COVID-19 has helped accelerate short-term actual and expected defaults by shifting consumer behavior, real estate supply and demand, and other drivers of defaults. If defaults continue at elevated levels, this may keep downward pressure on net interest rates. It is possible that longer-term defaults may be shaped by more permanent shifts in both consumer behavior and the economy (e.g., global supply chain changes, automation).
Low interest rates and/or stock market volatility may put pressure on insureds’ ability
and willingness to continue to pay LTC premiums. From an insurer perspective, low interest rates may lead to higher LTCI reserve requirements for year-end 2020. Insurance companies may have limited ability to offset the upward pressure on reserve requirements through inforce premium rate increases; states generally do not consider actual investment returns in premium rate increase requests. Implications of current capital market conditions on various LTC stakeholders are considered later in this issue brief.

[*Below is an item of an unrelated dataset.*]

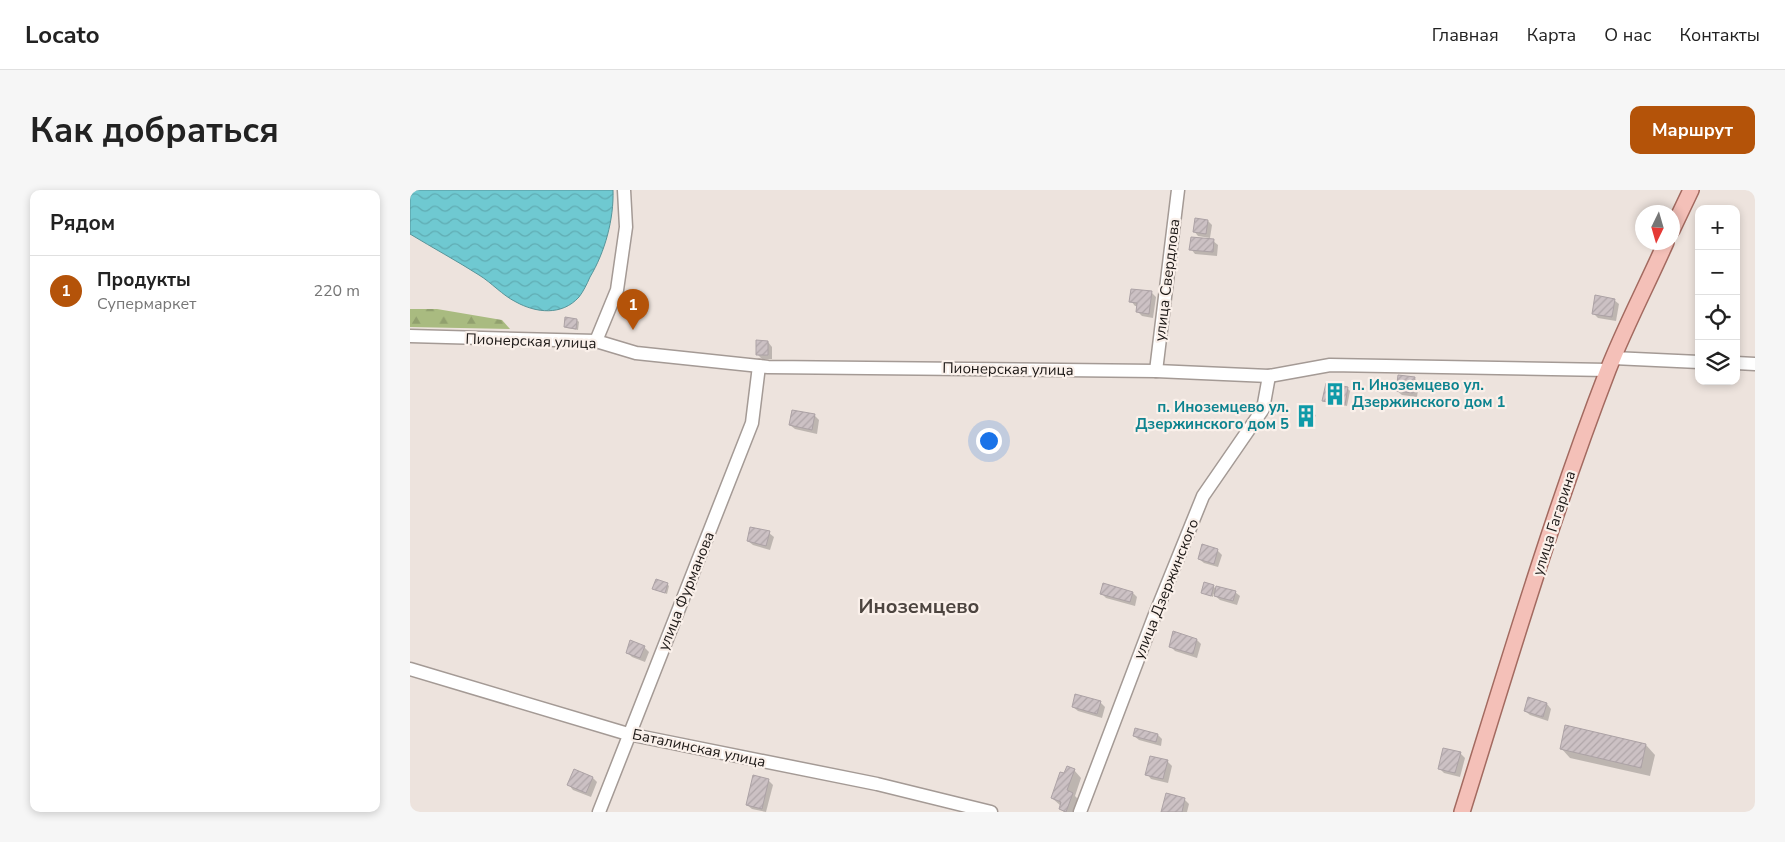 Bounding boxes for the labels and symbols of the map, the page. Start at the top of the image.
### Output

As of the latter part of 2020, there remained considerable uncertainty concerning the impacts that the pandemic will have on actuarial experience, both short-term and long- term. While a clearer picture of short-term experience is starting to emerge, it will take many years for long-term experience to emerge, stabilize, and allow for accurate measurement. This issue brief lays out considerations as actuaries are beginning to undertake the process of determining how the pandemic will influence LTCI blocks of business.